The benefits associated with wetland restoration stem from two key areas. First, drained agricultural peat soils can be large greenhouse gas sources. Second, the slow decomposition rates of inundated wetland soil organic matter along with high productivity leads to soil carbon accumulation and protection. While these tenets are generally widely appreciated, they have rarely been tested and measured at the ecosystem scale, over multiple years.
In this dissertation work, I studied the coupled biogeochemical and biophysical impacts of a long-term wetland restoration ecological experiment in the Sacramento-San Joaquin River Delta in California, USA. By continuously measuring greenhouse gas and energy fluxes at the ecosystem scale over a variety of land cover types, including four restored wetlands of various ages and structures, I was able to characterize the carbon, greenhouse gas, and biophysical impacts of degraded peat soil restoration to freshwater deltaic wetlands.
I find that these restored freshwater deltaic wetlands are highly productive, sequestering carbon in the soil as productivity outpaces ecosystem respiration. This productivity comes at the cost of substantial methane emissions, however, making these wetlands greenhouse gas neutral to sources over a century.

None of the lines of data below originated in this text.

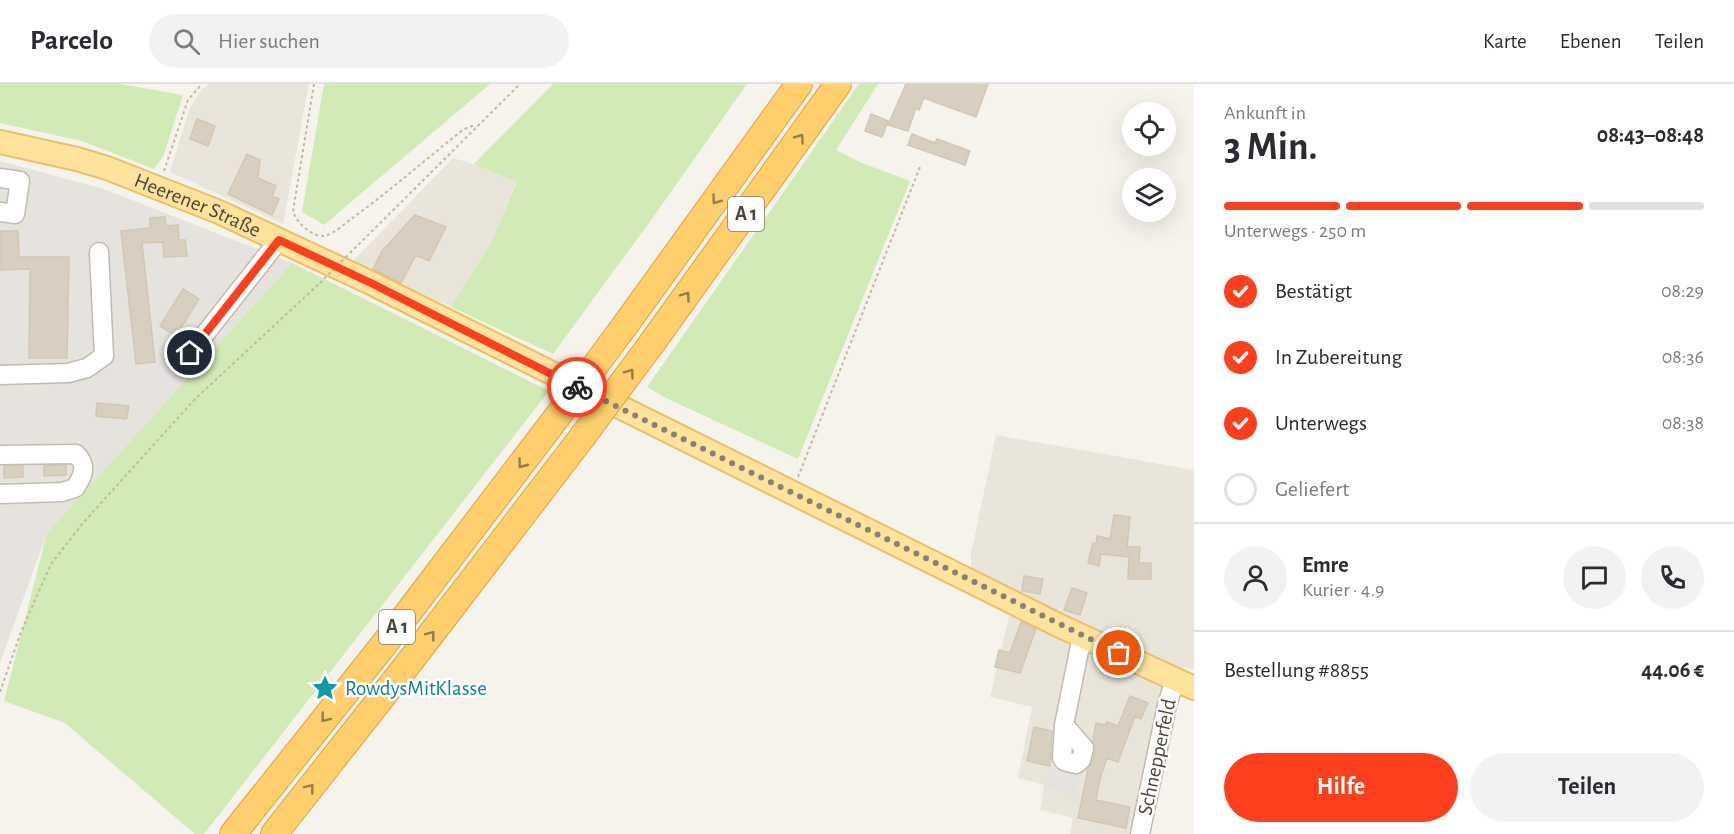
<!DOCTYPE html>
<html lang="de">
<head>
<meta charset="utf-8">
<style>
	:root { --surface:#fff; --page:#f2f2f3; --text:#2b2b33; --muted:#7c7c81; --line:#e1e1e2; --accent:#fc3f1d }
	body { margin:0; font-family:"Alegreya Sans",sans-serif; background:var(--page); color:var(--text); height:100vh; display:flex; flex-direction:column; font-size:22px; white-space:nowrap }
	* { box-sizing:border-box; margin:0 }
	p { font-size:20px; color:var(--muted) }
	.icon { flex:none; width:33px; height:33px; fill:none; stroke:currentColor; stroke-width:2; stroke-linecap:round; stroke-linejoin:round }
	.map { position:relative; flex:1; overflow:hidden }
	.drawer { display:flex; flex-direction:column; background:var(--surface); width:540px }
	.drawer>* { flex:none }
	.buttons { position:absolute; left:1122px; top:18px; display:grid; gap:12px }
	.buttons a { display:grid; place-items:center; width:54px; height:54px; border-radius:50%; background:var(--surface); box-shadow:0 6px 24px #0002; font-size:30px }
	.pin { position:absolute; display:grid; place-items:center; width:51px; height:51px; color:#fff; margin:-26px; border:3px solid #fff; border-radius:50%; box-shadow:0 2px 6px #0007 }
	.courier { position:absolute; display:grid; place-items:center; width:60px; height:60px; margin:-30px; border:4px solid #fc3f1d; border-radius:50%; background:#fff; color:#222; box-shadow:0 2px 8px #0007 }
	.head em { font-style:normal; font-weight:700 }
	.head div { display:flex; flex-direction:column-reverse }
	.head { display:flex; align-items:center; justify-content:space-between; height:102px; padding:0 30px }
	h1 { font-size:39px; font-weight:700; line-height:45px }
	.bar { display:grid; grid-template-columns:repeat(4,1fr); gap:9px 6px; align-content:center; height:72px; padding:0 30px }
	.bar i { height:8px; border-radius:4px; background:var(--line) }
	.bar .selected { background:var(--accent) }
	.bar p { grid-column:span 4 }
	.line { display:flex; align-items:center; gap:15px; padding:0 30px; border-top:2px solid var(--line) }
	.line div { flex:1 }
	.round { display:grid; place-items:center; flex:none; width:63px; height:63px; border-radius:32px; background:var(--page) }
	ol { padding:0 30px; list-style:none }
	li { display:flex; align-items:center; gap:18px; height:66px }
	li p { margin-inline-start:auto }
	li .icon { padding:6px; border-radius:50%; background:var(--accent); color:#fff; stroke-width:4 }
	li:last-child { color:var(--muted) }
	li i { width:33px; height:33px; border:3px solid var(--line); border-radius:50% }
	.primary-button { display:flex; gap:12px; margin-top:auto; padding:12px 30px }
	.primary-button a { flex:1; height:69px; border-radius:36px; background:var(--accent); color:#fff; font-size:24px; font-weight:700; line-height:69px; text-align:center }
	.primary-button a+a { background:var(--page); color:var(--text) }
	header { display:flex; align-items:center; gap:36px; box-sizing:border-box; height:84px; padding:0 30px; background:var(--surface); border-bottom:2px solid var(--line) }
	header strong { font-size:28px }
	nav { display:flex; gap:33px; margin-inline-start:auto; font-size:21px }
	.search { width:420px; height:54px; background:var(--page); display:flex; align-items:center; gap:15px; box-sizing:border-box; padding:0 21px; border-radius:33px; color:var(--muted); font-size:22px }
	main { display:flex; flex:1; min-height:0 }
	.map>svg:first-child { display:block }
	.residential { fill:#eae5da }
	.industrial { fill:#e6e2dd }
	.green { fill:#d2eab5 }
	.building { fill:#d8cfc1; stroke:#d3c7b4; stroke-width:1.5 }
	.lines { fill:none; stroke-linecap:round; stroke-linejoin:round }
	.minor-casing { stroke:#c2bbae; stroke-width:21 }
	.major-casing { stroke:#e6c16a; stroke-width:26 }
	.highway-casing { stroke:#e0a43c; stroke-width:28 }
	.path { stroke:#c4b79f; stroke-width:2; stroke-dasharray:3 3; stroke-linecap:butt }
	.minor { stroke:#fff; stroke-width:18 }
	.major { stroke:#ffe39c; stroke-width:22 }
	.highway { stroke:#ffcf6e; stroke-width:26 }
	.highway-bridge-casing { stroke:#e0a43c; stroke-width:28; stroke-linecap:butt }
	.path-bridge { stroke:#c4b79f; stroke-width:2; stroke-dasharray:3 3; stroke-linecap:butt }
	.highway-bridge { stroke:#ffcf6e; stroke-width:26 }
	.oneway { stroke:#937c4e }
	.done { stroke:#878178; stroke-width:6; stroke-dasharray:0 10.8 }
	.route { stroke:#fc3f1d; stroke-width:8 }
	.labels { text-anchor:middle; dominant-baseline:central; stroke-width:5; stroke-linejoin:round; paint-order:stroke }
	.shield { fill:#fff; stroke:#817c74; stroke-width:1.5 }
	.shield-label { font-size:20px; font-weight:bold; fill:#4b4439 }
	.street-label { font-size:21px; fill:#4b4439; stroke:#fff }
	.culture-label { font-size:21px; fill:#0d838f; stroke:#fff; text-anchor:start }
</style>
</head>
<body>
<header>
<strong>Parcelo</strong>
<div class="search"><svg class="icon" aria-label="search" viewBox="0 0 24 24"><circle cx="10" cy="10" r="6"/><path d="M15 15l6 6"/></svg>Hier suchen</div>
<nav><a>Karte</a><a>Ebenen</a><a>Teilen</a></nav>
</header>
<main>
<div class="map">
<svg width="1194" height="750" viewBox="0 0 1194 750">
	<rect width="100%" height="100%" fill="#f6f3ec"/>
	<path class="residential" d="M 210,0 L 309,0 L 283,140 L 170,88 L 189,26 L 202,5 Z
		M 453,74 L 474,80 L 517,97 L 490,161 L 451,223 L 353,177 Z
		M 996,351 L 1194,386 L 1194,586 L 1184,583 L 1173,615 L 1145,750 L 1070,750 L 1073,734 L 1040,726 L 1044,701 L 1018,694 L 1032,623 L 990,613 L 1015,507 L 971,484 L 971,470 Z"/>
	<path class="industrial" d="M 0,77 L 104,105 L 292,179 L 47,449 L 0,579 Z
		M 1051,682 L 1081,689 L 1076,710 L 1046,703 Z"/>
	<path class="green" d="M 0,0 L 119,0 L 183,11 L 163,73 L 154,85 L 82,57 L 0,39 Z
		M 324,0 L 490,0 L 324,141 L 302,128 Z
		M 553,0 L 747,0 L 654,132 L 553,270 L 451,223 L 490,161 L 517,98 L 474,80 Z
		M 859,0 L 878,0 L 836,66 L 862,79 L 910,97 L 798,375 L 670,316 L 647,303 Z
		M 292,179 L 549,307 L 204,750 L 195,750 L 65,639 L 4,617 L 47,449 Z"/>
	<path class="building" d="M 906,0 L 988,0 L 976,33 L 924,14 L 919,26 L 916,24 L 908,47 L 888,41 Z
		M 871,30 L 888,37 L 882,53 L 865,47 Z
		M 197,35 L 215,42 L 208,62 L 190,55 Z
		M 912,50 L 935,59 L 937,55 L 970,67 L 965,81 L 908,61 Z
		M 247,70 L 260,76 L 258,94 L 276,102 L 272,112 L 279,115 L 272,131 L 228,110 Z
		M 415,131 L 446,143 L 429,177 L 416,171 L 401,199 L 373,185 L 382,167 Z
		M 165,133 L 166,142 L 178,141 L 179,156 L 185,156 L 187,172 L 164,173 L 163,158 L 142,159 L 155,278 L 136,280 L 121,147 L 150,144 L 150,134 Z
		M 0,147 L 18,147 L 19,173 L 69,173 L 67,274 L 29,274 L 30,185 L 0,186 Z
		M 183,205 L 199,215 L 176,252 L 160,242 Z
		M 97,319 L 129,322 L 127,333 L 126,335 L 96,332 Z
		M 66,381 L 66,391 L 44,392 L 44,382 Z
		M 4,382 L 23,382 L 23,393 L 4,394 Z
		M 1114,431 L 1130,433 L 1127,463 L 1140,463 L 1139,479 L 1151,479 L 1151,495 L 1128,495 L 1129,473 L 1101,470 L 1099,482 L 1088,479 L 1093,459 L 1096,460 L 1097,452 L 1110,455 Z
		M 1024,492 L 1043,495 L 1040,510 L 1022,507 Z
		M 1072,504 L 1087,509 L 1080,531 L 1064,526 Z
		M 1021,538 L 1036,545 L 1020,589 L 995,583 L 999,566 L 1010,569 Z
		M 1130,612 L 1148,619 L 1141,635 L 1135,632 L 1118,678 L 1107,674 L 1101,691 L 1096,716 L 1130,723 L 1126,744 L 1078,734 L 1088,685 L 1092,679 L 1095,667 L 1093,657 L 1096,639 L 1105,641 L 1107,638 L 1118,642 Z
		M 1034,643 L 1052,647 L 1050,682 L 1027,677 Z"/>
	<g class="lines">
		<g class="minor-casing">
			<path id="minor" d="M 0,94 L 20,97 L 15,130 L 0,128
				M 190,269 L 279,156
				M 0,291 L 68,289 L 87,284 L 104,272 L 99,168
				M 0,371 L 76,370 C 88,382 83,392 75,404 L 62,408 L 0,410
				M 1064,641 L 1062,674 L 1064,677 L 1076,680 L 1081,676 L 1084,664 L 1064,641 L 1082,552
				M 1140,750 L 1167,621 L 1175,596"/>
		</g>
		<g class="major-casing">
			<g id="major">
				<path id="s1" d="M 0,58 L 77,75 L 107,84 L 219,128 L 371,199 L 1058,541 L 1194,604"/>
			</g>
		</g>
		<g class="highway-casing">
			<path id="highway" d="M 626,240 L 799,0
				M 652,259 L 838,0
				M 233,750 L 385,559 L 557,333
				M 274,750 L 412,575 L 583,352"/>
		</g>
		<path class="path" d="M 314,0 L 293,127 C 295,137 312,153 323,152 C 333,151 343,141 351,135 C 390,107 426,75 464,45 L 472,42 L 476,44
			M 164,87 L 188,16 L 202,0
			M 350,169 L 520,0
			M 798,393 L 920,83
			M 0,608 L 21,548 L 51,480 L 83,439 L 195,315 L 320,199"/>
		<use href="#minor" class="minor"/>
		<use href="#major" class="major"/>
		<use href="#highway" class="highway"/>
		<g class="highway-bridge-casing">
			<path id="highway-bridge" d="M 557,333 L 626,240
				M 583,352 L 652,259"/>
		</g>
		<path class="path-bridge" d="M 320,199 L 349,170"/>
		<use href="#highway-bridge" class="highway-bridge"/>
	</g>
	<defs><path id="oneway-chevron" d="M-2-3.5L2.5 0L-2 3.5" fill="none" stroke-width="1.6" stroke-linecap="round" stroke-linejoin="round" transform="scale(1.5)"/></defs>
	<g class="oneway">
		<use href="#oneway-chevron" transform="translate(800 54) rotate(-55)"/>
		<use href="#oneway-chevron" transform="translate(716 116) rotate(126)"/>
		<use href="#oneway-chevron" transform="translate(686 212) rotate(-54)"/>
		<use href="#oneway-chevron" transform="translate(630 289) rotate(-54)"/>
		<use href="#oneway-chevron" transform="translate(522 380) rotate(127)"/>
		<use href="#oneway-chevron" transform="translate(431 551) rotate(-52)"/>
		<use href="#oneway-chevron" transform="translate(325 634) rotate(128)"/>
		<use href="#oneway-chevron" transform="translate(310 704) rotate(-52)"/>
	</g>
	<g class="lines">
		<path class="done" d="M 577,303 L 1119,569"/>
		<path class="route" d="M 190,269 L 279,156 L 371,199 L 577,303"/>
	</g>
	<defs>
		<g id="sight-bare" transform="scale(2.07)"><path d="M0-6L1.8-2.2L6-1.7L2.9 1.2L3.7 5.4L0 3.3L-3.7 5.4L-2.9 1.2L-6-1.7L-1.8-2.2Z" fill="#0f9aa8" stroke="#fff" stroke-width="2.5" paint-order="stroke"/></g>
	</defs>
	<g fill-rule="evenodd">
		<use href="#sight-bare" x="325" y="604"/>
	</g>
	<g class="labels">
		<g class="shield">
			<rect x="728" y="113" width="36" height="34" rx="4.5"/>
			<rect x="379" y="526" width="36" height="34" rx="4.5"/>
		</g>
		<g class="shield-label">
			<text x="746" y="130">A 1</text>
			<text x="397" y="543">A 1</text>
		</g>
		<g class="street-label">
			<text stroke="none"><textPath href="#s1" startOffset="208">Heerener Straße</textPath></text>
			<text transform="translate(1157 673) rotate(-78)">Schnepperfeld</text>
		</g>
		<g class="culture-label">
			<text x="345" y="604">RowdysMitKlasse</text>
		</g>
	</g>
</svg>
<div class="buttons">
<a><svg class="icon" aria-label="locate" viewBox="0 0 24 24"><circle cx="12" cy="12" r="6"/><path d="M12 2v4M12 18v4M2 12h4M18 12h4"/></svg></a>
<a><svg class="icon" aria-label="layers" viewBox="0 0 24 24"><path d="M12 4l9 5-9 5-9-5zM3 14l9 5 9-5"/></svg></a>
</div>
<div class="pin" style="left:1119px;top:569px;background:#ea580c"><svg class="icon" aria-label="bag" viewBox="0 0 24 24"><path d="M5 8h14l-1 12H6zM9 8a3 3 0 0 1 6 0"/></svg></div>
<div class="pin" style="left:190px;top:269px;background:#1f2937"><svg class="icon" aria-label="home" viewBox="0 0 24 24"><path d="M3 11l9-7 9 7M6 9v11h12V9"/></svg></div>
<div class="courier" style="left:577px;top:303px"><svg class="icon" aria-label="bike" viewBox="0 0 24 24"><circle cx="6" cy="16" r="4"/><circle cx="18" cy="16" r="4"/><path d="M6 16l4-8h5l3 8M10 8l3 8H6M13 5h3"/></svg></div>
</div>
<section class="drawer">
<div class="head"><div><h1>3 Min.</h1><p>Ankunft in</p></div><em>08:43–08:48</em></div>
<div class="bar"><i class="selected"></i><i class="selected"></i><i class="selected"></i><i></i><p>Unterwegs · 250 m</p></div>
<ol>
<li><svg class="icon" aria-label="check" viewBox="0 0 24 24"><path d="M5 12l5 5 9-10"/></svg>Bestätigt<p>08:29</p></li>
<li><svg class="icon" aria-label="check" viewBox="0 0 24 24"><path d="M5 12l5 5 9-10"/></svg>In Zubereitung<p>08:36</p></li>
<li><svg class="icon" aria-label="check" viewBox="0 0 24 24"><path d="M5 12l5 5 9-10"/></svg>Unterwegs<p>08:38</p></li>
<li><i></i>Geliefert</li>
</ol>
<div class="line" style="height:108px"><a class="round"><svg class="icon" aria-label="person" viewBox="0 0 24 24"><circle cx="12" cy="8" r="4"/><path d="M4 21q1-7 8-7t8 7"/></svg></a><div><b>Emre</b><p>Kurier · 4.9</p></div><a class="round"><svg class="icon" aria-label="chat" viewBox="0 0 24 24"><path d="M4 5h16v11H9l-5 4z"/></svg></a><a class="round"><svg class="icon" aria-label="phone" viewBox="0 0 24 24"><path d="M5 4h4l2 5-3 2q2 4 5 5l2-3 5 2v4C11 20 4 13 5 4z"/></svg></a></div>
<div class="line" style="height:78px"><div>Bestellung #8855</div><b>44.06 €</b></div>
<div class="primary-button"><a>Hilfe</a><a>Teilen</a></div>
</section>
</main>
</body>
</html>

Despite this fact, transitions from high-emission degraded peat soil agricultural land uses to restored deltaic wetlands often reduce greenhouse gas emissions overall. Furthermore, I analyze how the biophysical impacts of this restoration activity – the changes to the way the ecosystems exchange heat and water – affect the surface temperature and boundary layer. I find that along with potential biogeochemical benefits, restored deltaic wetlands have an evaporative cooling effect due to rougher, wetter canopies.
These findings shed light on the viability of freshwater wetland restoration as a land-based climate mitigation solution. Restored wetlands should be part of a climate solution, but aren’t a ‘quick fix’. Ecosystem restoration is a dynamic process, with interannual variability, succession, and disturbance influencing the long-term performance of these ecosystems. Despite the incurred methane emissions in our restored wetlands, the flooded conditions effectively inhibit heterotrophic soil respiration and thus sequester carbon and create soil, refilling the deeply subsided ‘islands’ that have formed over the past century and a half. Other positive co-benefits, like local to regional biophysical cooling, along with habitat enhancement, must be considered to understand the full potential of restored wetlands as a part of the climate solution.